##### RECORDS PROVIDED

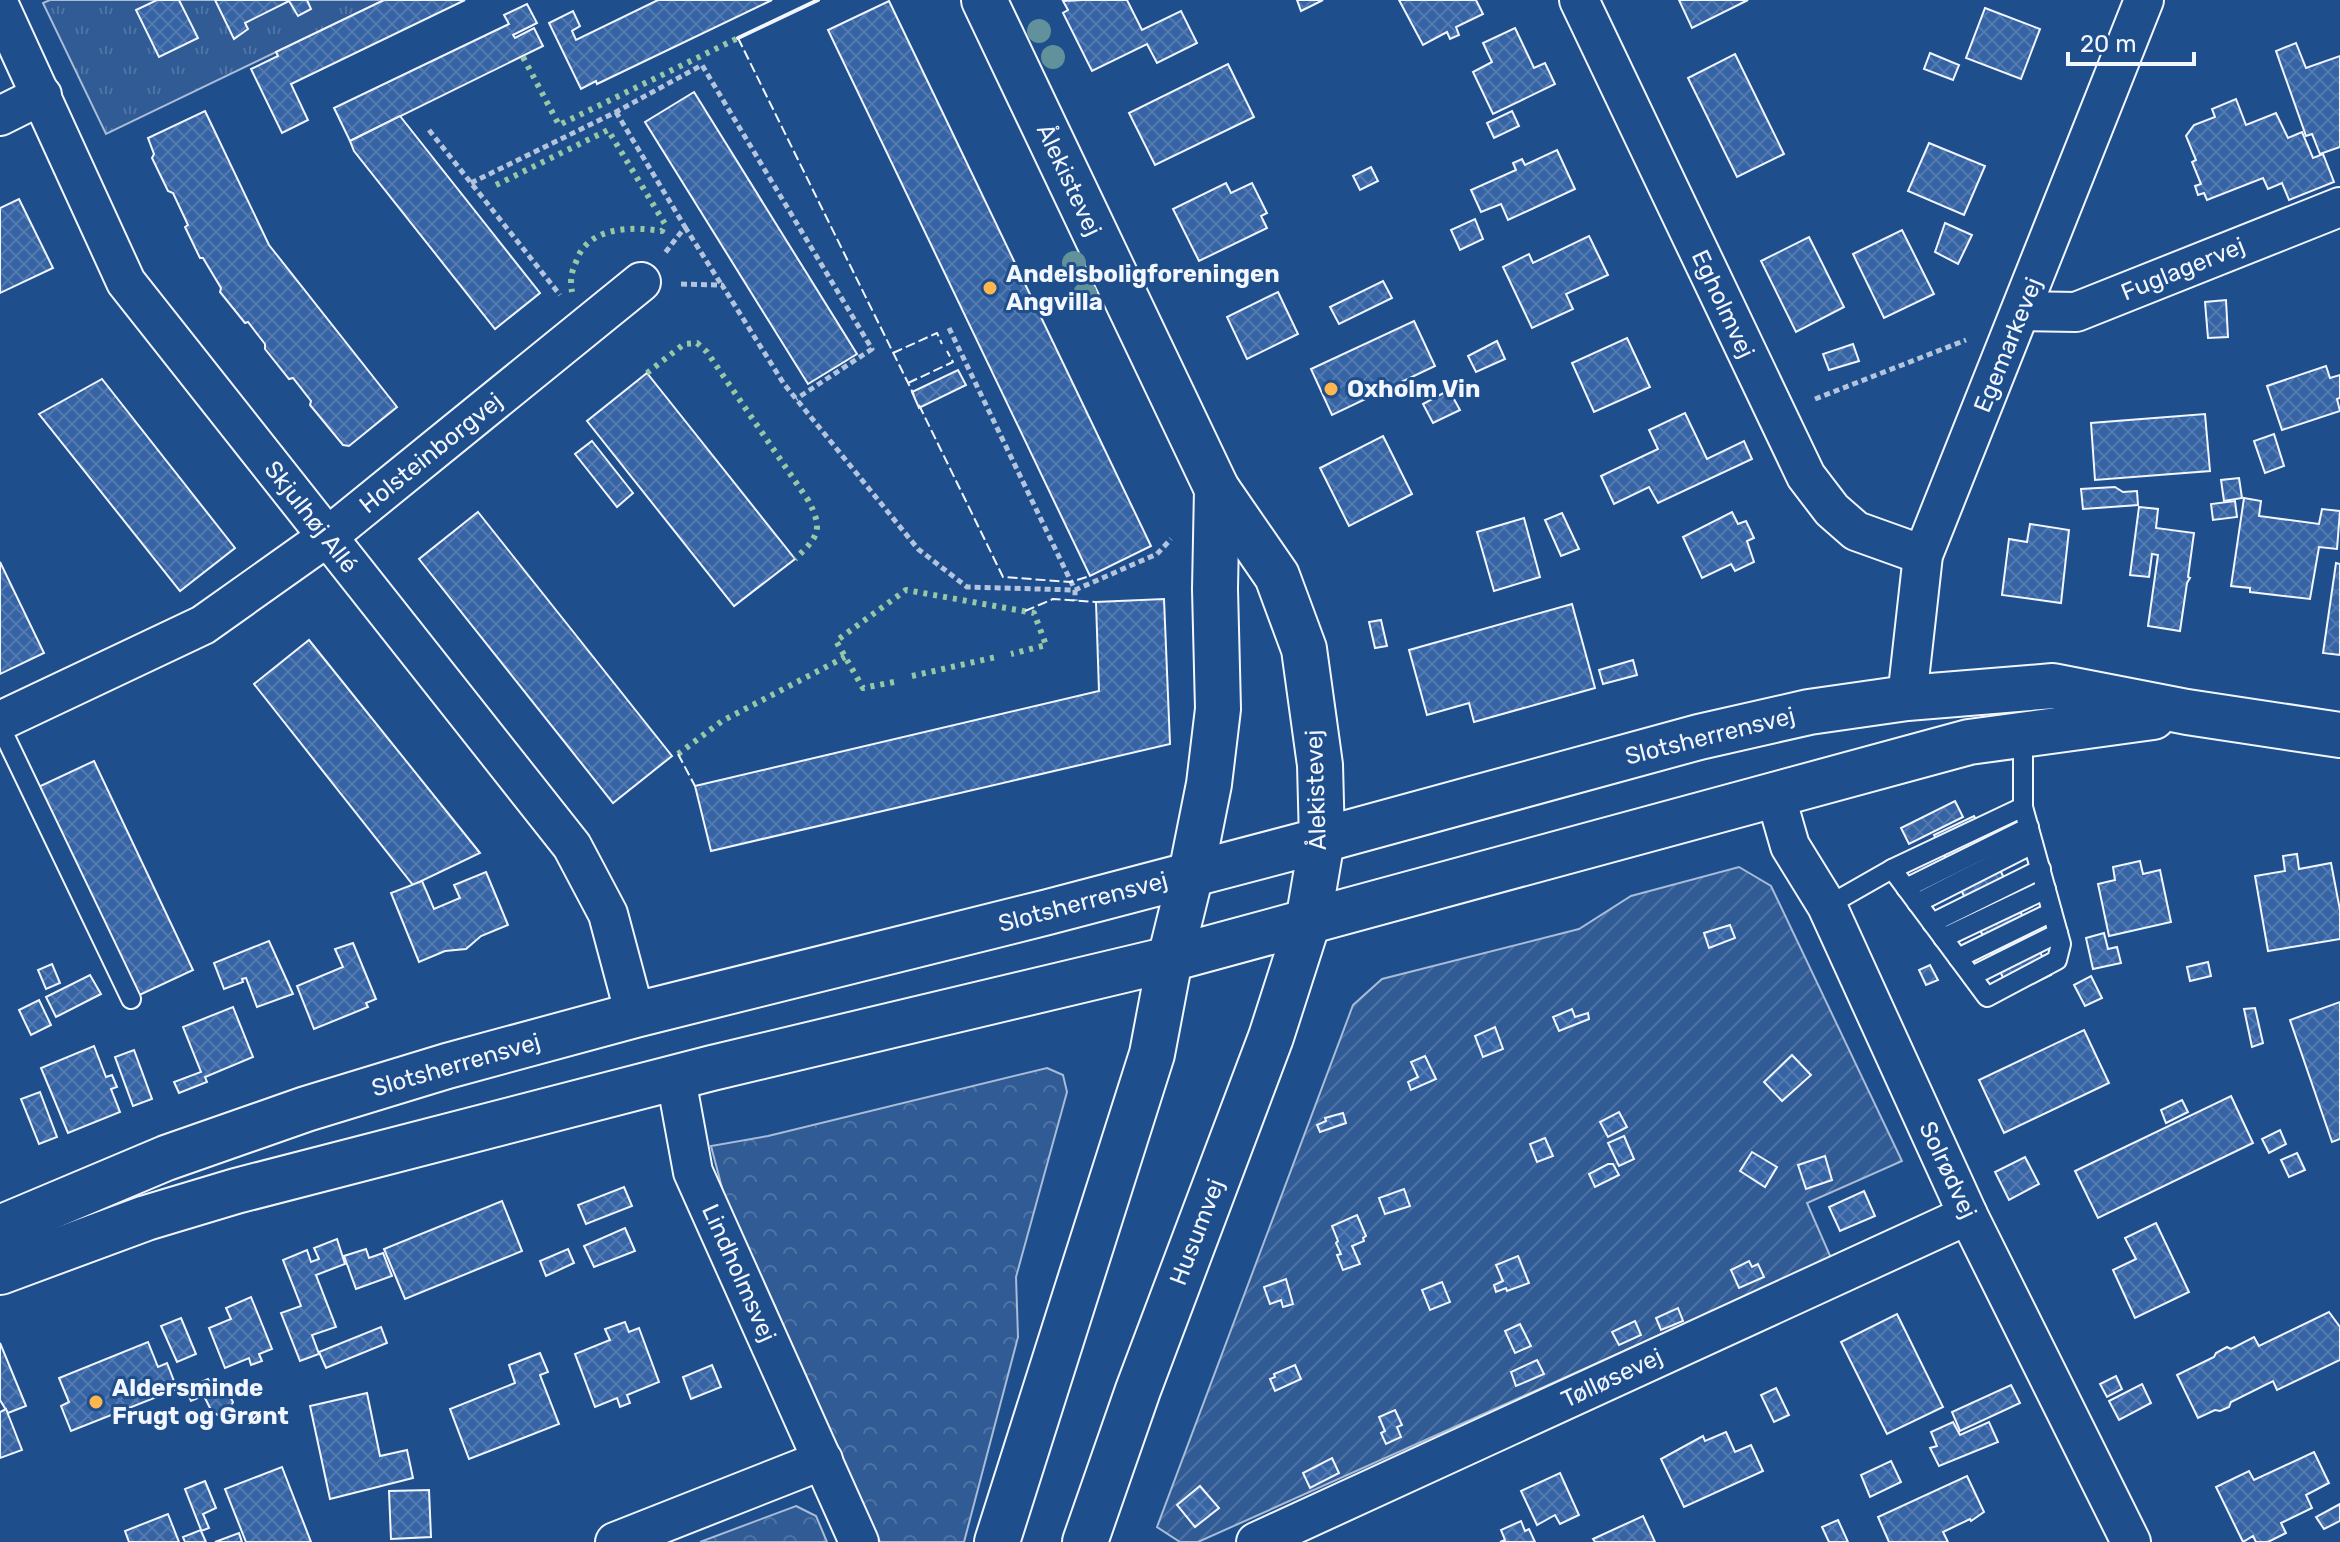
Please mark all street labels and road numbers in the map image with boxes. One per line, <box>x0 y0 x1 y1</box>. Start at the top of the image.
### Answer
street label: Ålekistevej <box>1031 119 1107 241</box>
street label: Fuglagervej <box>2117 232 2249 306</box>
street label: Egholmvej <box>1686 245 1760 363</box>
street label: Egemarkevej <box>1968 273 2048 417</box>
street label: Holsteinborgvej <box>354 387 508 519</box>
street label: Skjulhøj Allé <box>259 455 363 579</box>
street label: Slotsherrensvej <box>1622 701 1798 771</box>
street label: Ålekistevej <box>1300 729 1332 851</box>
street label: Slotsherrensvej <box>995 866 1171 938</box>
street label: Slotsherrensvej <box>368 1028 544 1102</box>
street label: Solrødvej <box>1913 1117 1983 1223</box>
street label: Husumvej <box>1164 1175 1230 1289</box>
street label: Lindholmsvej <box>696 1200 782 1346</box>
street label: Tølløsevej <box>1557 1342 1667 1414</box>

##########

[YOUR INSTRUCTIONS]
From first line to last, return the records verbatim without their pictures.

[PROBLEM SOLUTION]
Please mark all street labels and road numbers in the map image with boxes. One per line, <box>x0 y0 x1 y1</box>. Start at the top of the image.
### Answer
street label: Ålekistevej <box>1031 119 1107 241</box>
street label: Fuglagervej <box>2117 232 2249 306</box>
street label: Egholmvej <box>1686 245 1760 363</box>
street label: Egemarkevej <box>1968 273 2048 417</box>
street label: Holsteinborgvej <box>354 387 508 519</box>
street label: Skjulhøj Allé <box>259 455 363 579</box>
street label: Slotsherrensvej <box>1622 701 1798 771</box>
street label: Ålekistevej <box>1300 729 1332 851</box>
street label: Slotsherrensvej <box>995 866 1171 938</box>
street label: Slotsherrensvej <box>368 1028 544 1102</box>
street label: Solrødvej <box>1913 1117 1983 1223</box>
street label: Husumvej <box>1164 1175 1230 1289</box>
street label: Lindholmsvej <box>696 1200 782 1346</box>
street label: Tølløsevej <box>1557 1342 1667 1414</box>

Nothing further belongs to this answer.